• [Task instructions]
Your task is to transcribe all of the records exactly and leave out the pictures.

=== Records ===

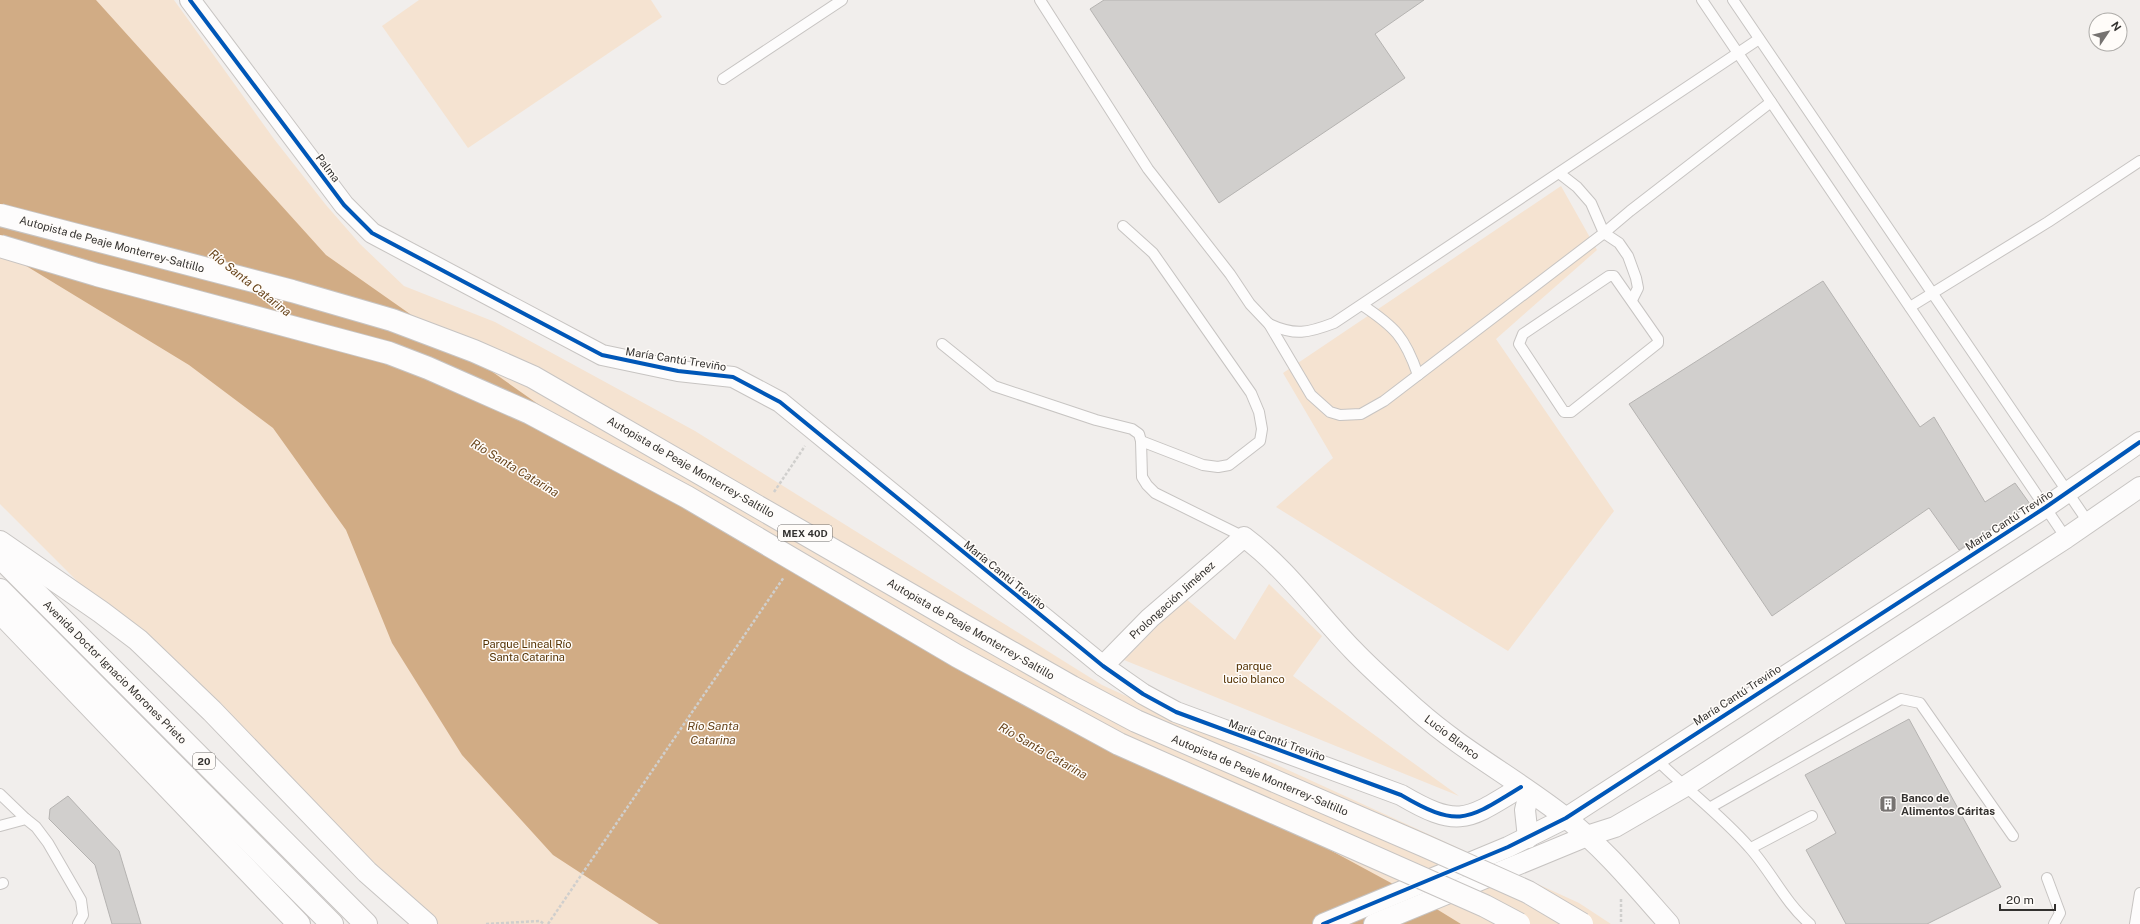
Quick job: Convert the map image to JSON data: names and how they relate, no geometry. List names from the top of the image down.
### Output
{
  "streets": {
    "main road": [
      "Autopista de Peaje Monterrey-Saltillo",
      "MEX 40D",
      "Avenida Doctor Ignacio Morones Prieto",
      "20"
    ],
    "street": [
      "Palma",
      "María Cantú Treviño",
      "Prolongación Jiménez",
      "Lucio Blanco"
    ]
  },
  "crossings": [
    ["Palma", "María Cantú Treviño"],
    ["María Cantú Treviño", "Prolongación Jiménez"],
    ["María Cantú Treviño", "Lucio Blanco"],
    ["Prolongación Jiménez", "Lucio Blanco"]
  ],
  "water": ["Río Santa Catarina"],
  "parks": ["Parque Lineal Río Santa Catarina", "parque lucio blanco"],
  "places": {
    "building": ["Banco de Alimentos Cáritas"]
  },
  "scale_bar": "20 m",
  "north": "top right"
}
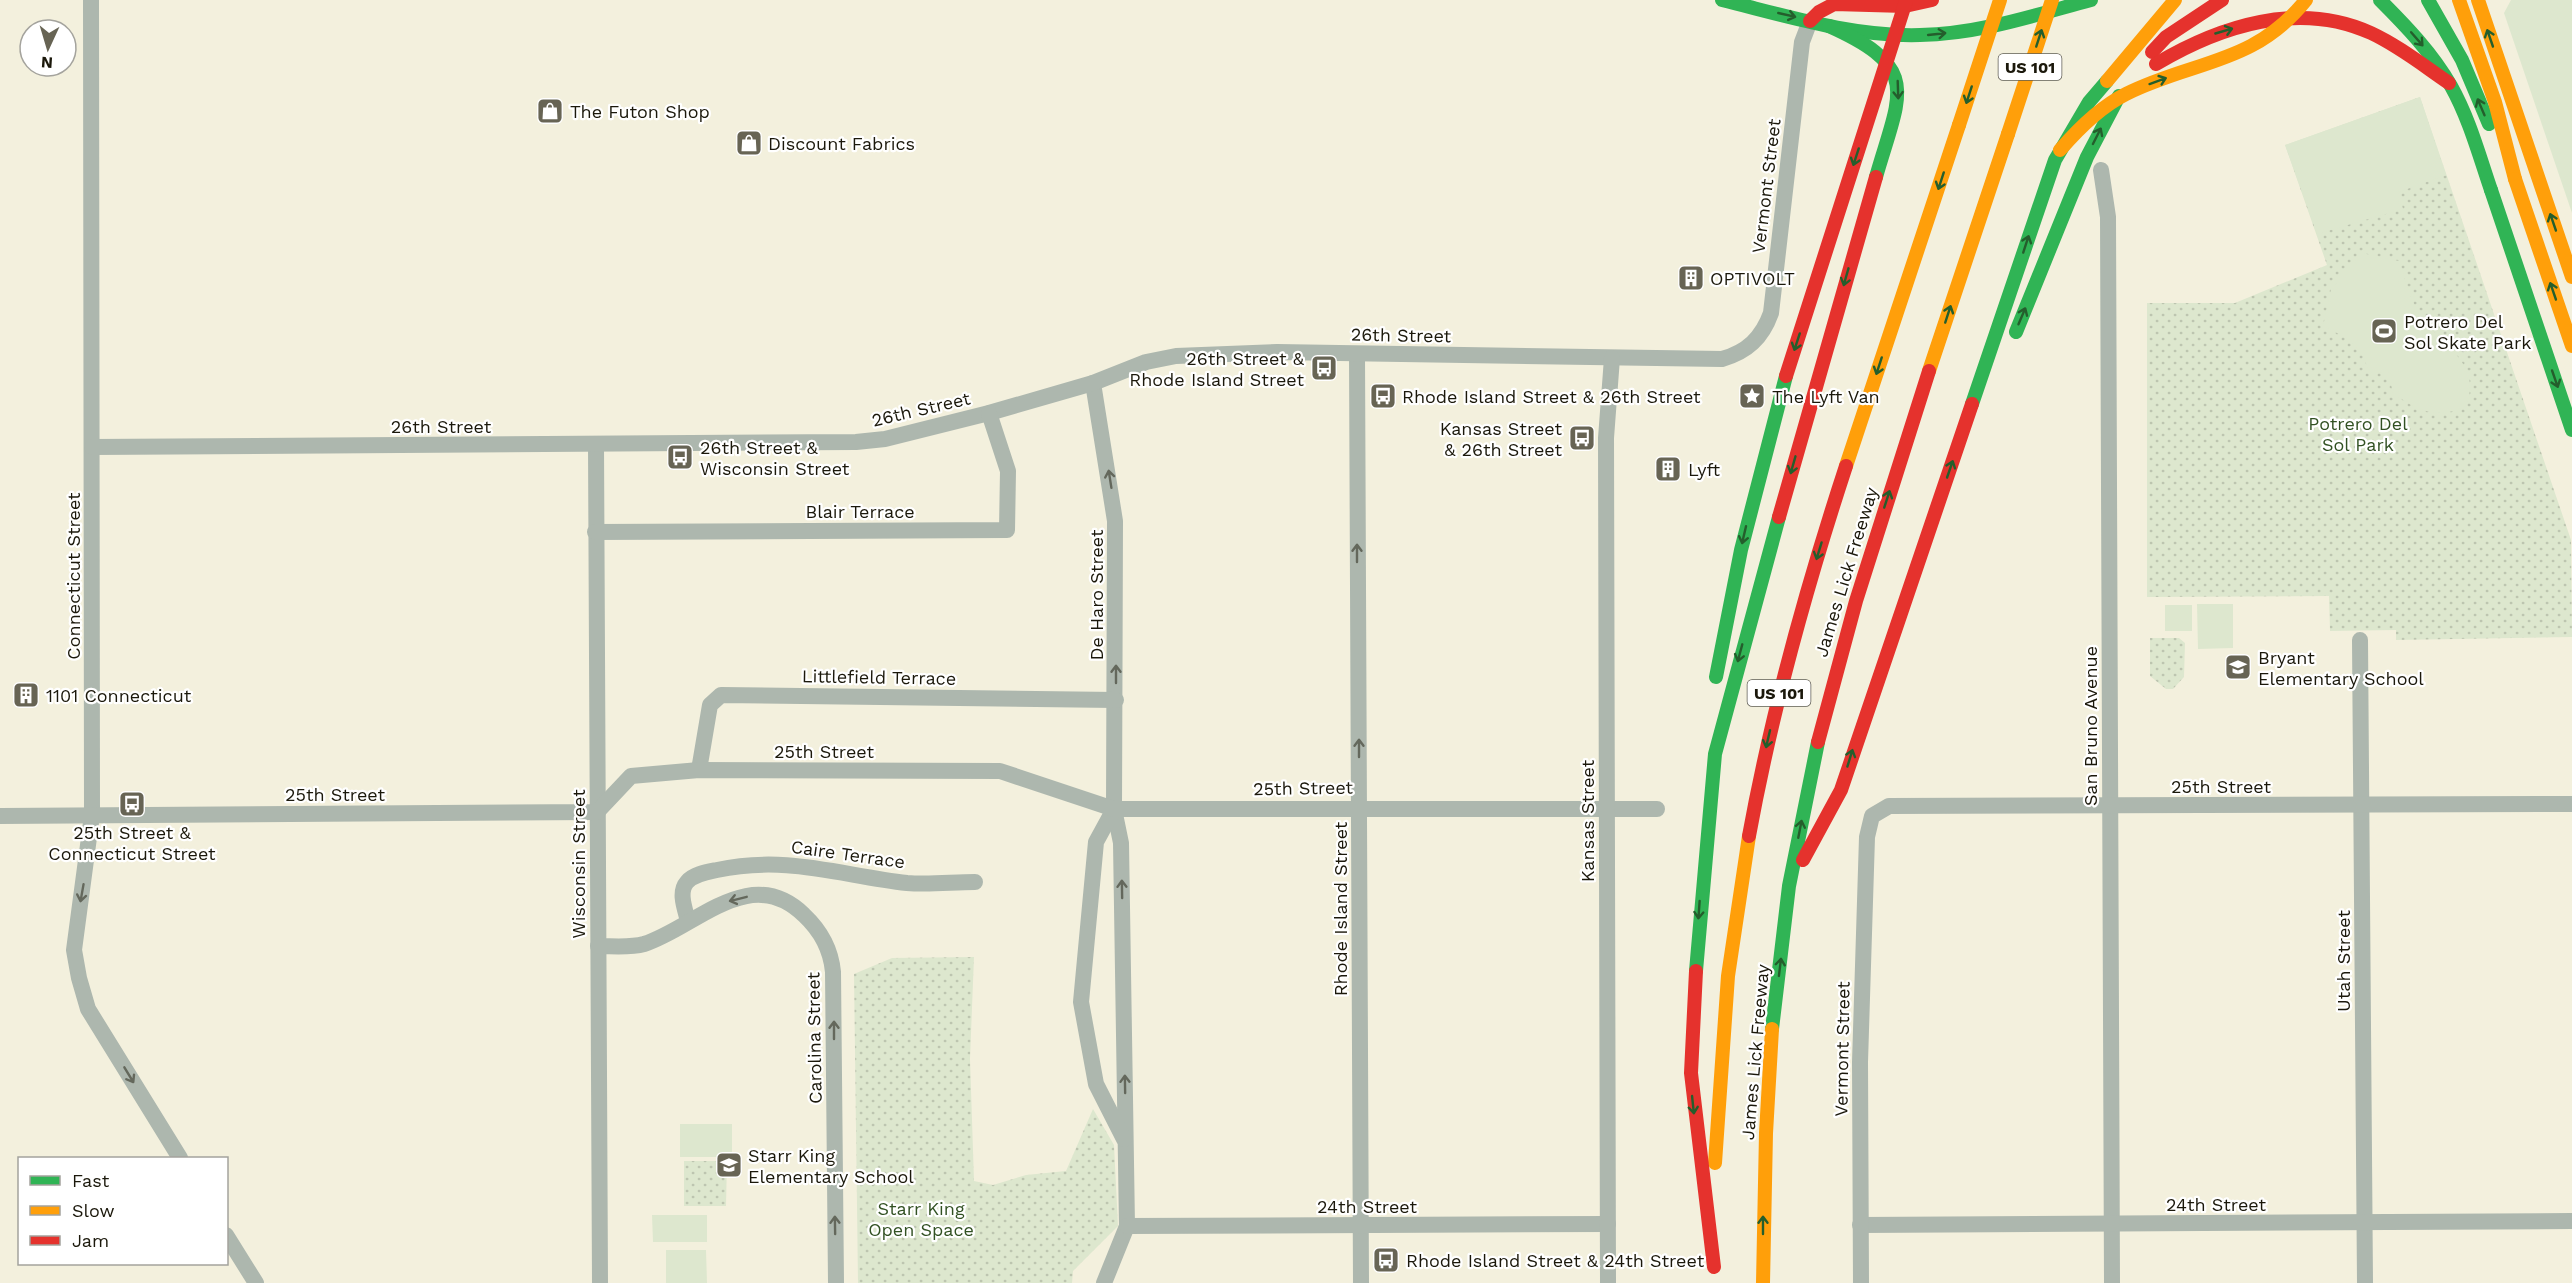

===

• [Task solution]
Quick job: Convert the map image to JSON data: names and how they relate, no geometry. List names from the top of the image down.
### Output
{
  "streets": {
    "main road": [
      "Autopista de Peaje Monterrey-Saltillo",
      "MEX 40D",
      "Avenida Doctor Ignacio Morones Prieto",
      "20"
    ],
    "street": [
      "Palma",
      "María Cantú Treviño",
      "Prolongación Jiménez",
      "Lucio Blanco"
    ]
  },
  "crossings": [
    ["Palma", "María Cantú Treviño"],
    ["María Cantú Treviño", "Prolongación Jiménez"],
    ["María Cantú Treviño", "Lucio Blanco"],
    ["Prolongación Jiménez", "Lucio Blanco"]
  ],
  "water": ["Río Santa Catarina"],
  "parks": ["Parque Lineal Río Santa Catarina", "parque lucio blanco"],
  "places": {
    "building": ["Banco de Alimentos Cáritas"]
  },
  "scale_bar": "20 m",
  "north": "top right"
}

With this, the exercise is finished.